## Problem details:
Give every line of the data again, unchanged, but with no pictures.

(Dataset entries)
=======
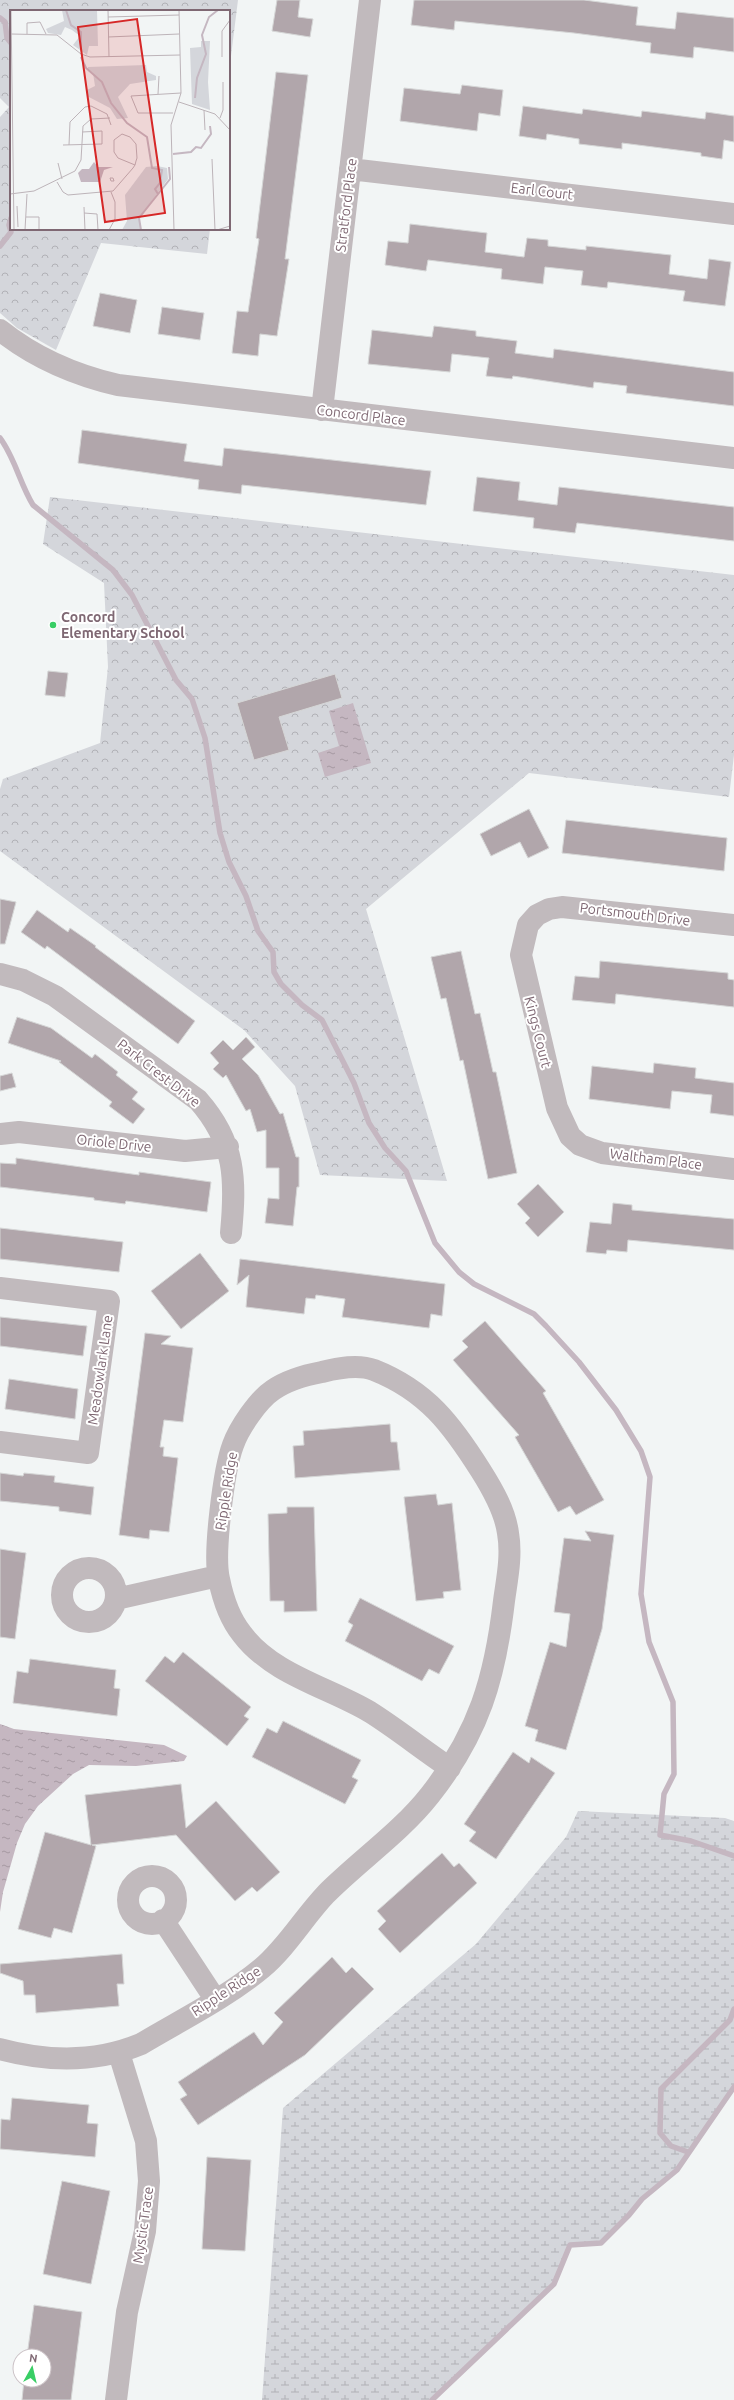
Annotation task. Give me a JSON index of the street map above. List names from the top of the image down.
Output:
{
  "streets": {
    "street": [
      "Earl Court",
      "Stratford Place",
      "Concord Place",
      "Portsmouth Drive",
      "Kings Court",
      "Park Crest Drive",
      "Oriole Drive",
      "Waltham Place",
      "Meadowlark Lane",
      "Ripple Ridge",
      "Mystic Trace"
    ]
  },
  "crossings": [
    ["Earl Court", "Stratford Place"],
    ["Stratford Place", "Concord Place"],
    ["Portsmouth Drive", "Kings Court"],
    ["Kings Court", "Waltham Place"],
    ["Park Crest Drive", "Oriole Drive"],
    ["Ripple Ridge", "Mystic Trace"]
  ],
  "places": ["Concord Elementary School"],
  "north": "top"
}
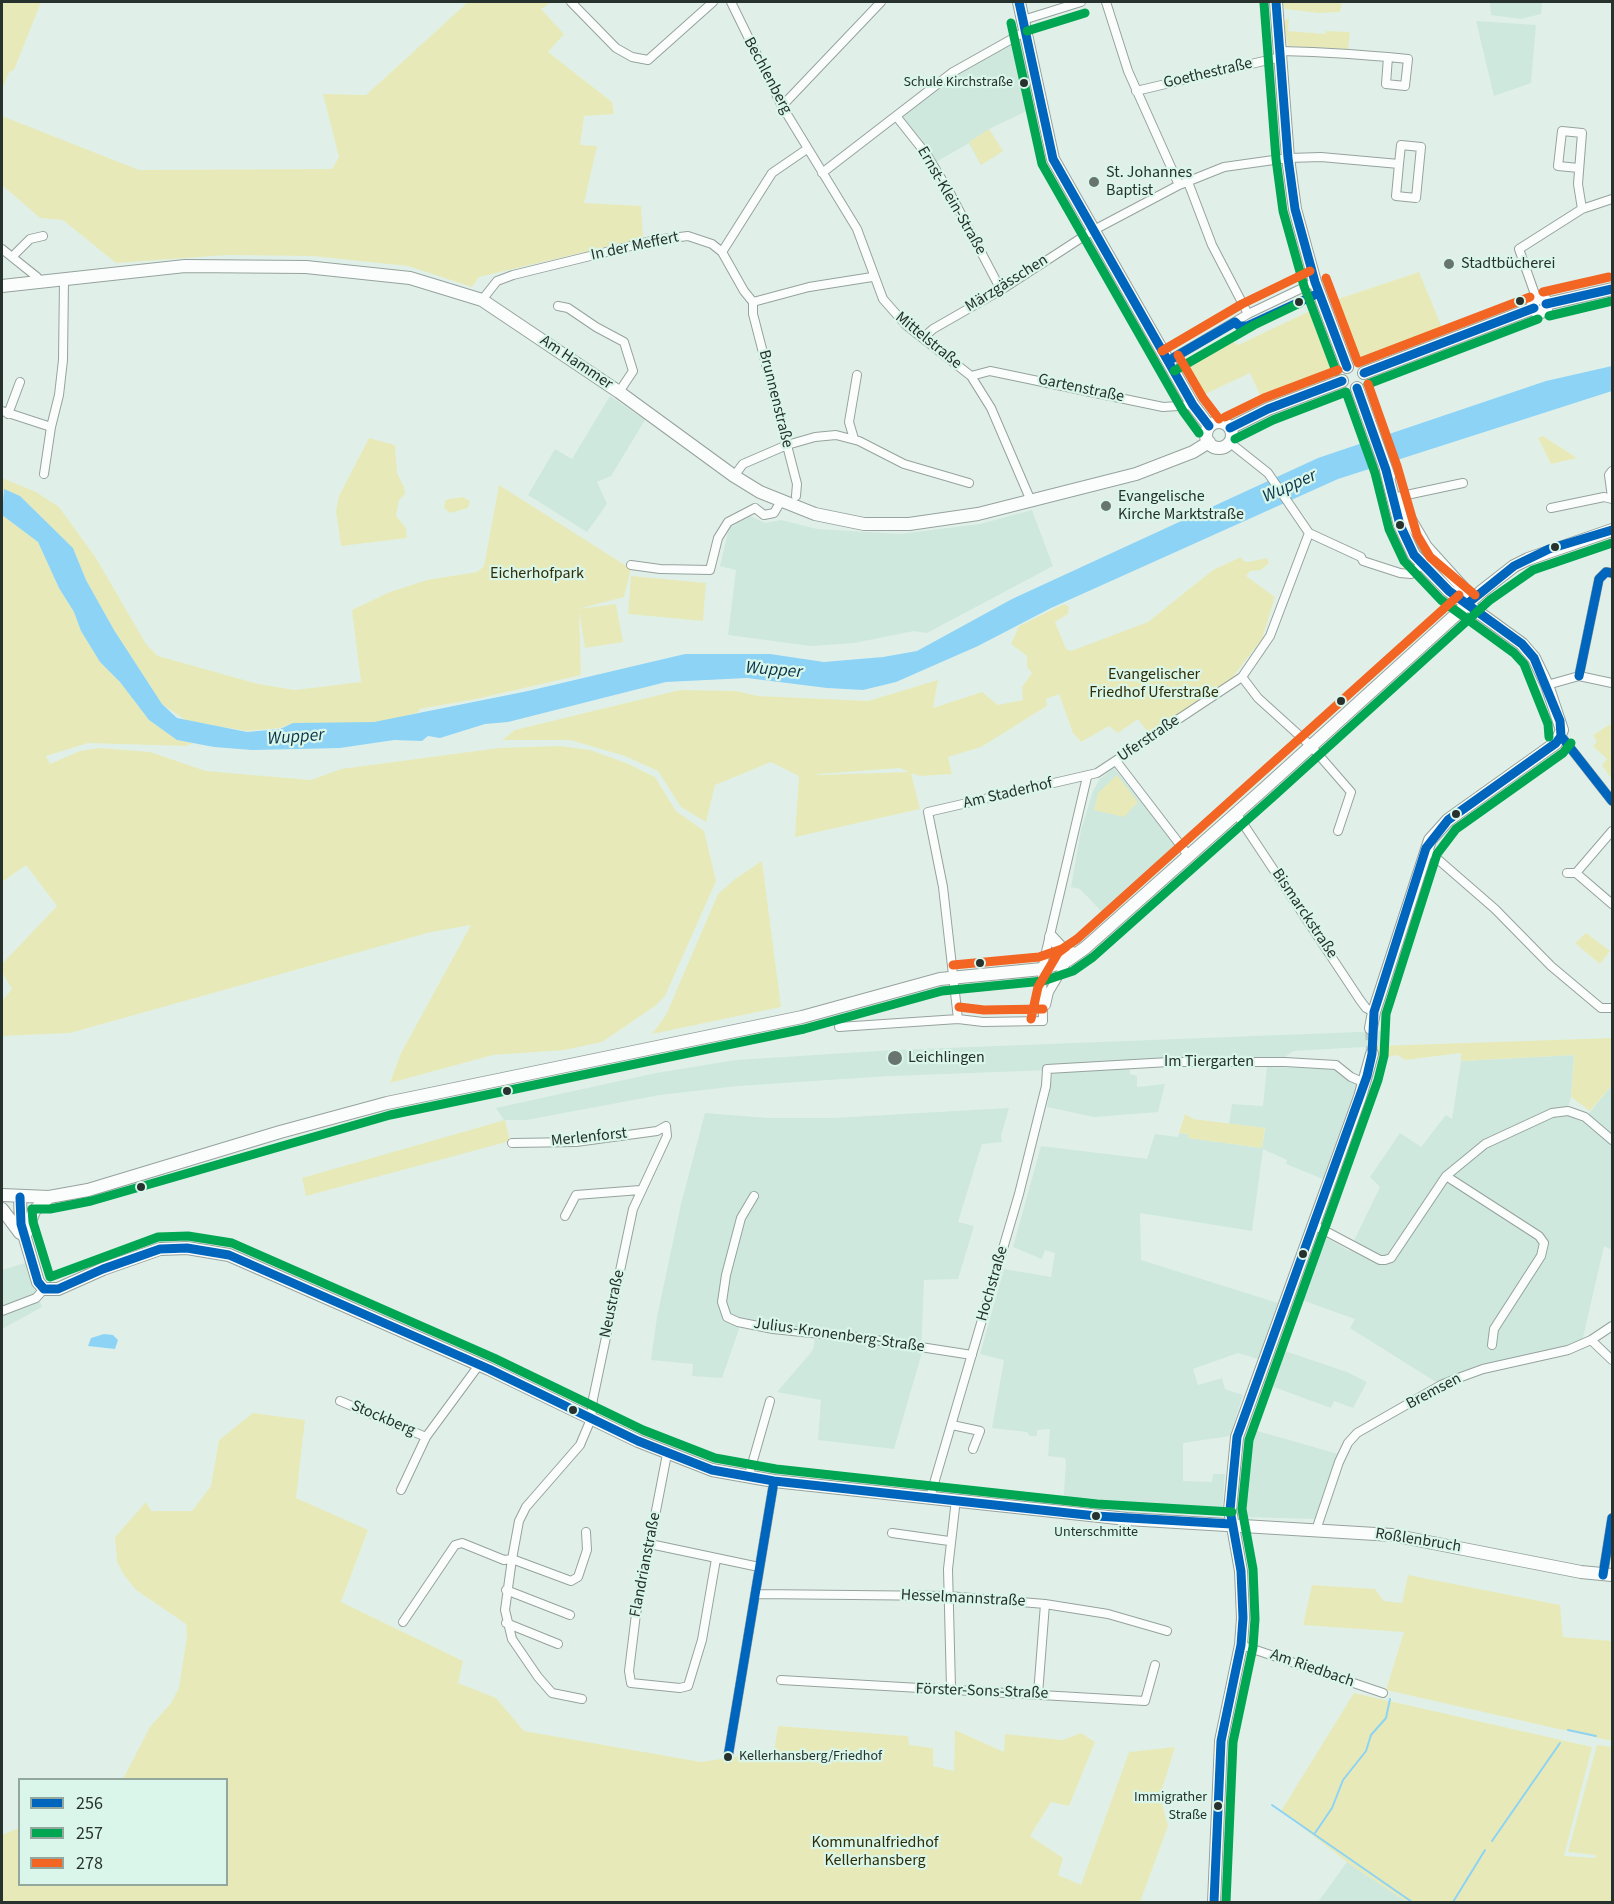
=======
## Written solution:
Annotation task. Give me a JSON index of the street map above. List names from the top of the image down.
Output:
{
  "streets": {
    "street": [
      "Earl Court",
      "Stratford Place",
      "Concord Place",
      "Portsmouth Drive",
      "Kings Court",
      "Park Crest Drive",
      "Oriole Drive",
      "Waltham Place",
      "Meadowlark Lane",
      "Ripple Ridge",
      "Mystic Trace"
    ]
  },
  "crossings": [
    ["Earl Court", "Stratford Place"],
    ["Stratford Place", "Concord Place"],
    ["Portsmouth Drive", "Kings Court"],
    ["Kings Court", "Waltham Place"],
    ["Park Crest Drive", "Oriole Drive"],
    ["Ripple Ridge", "Mystic Trace"]
  ],
  "places": ["Concord Elementary School"],
  "north": "top"
}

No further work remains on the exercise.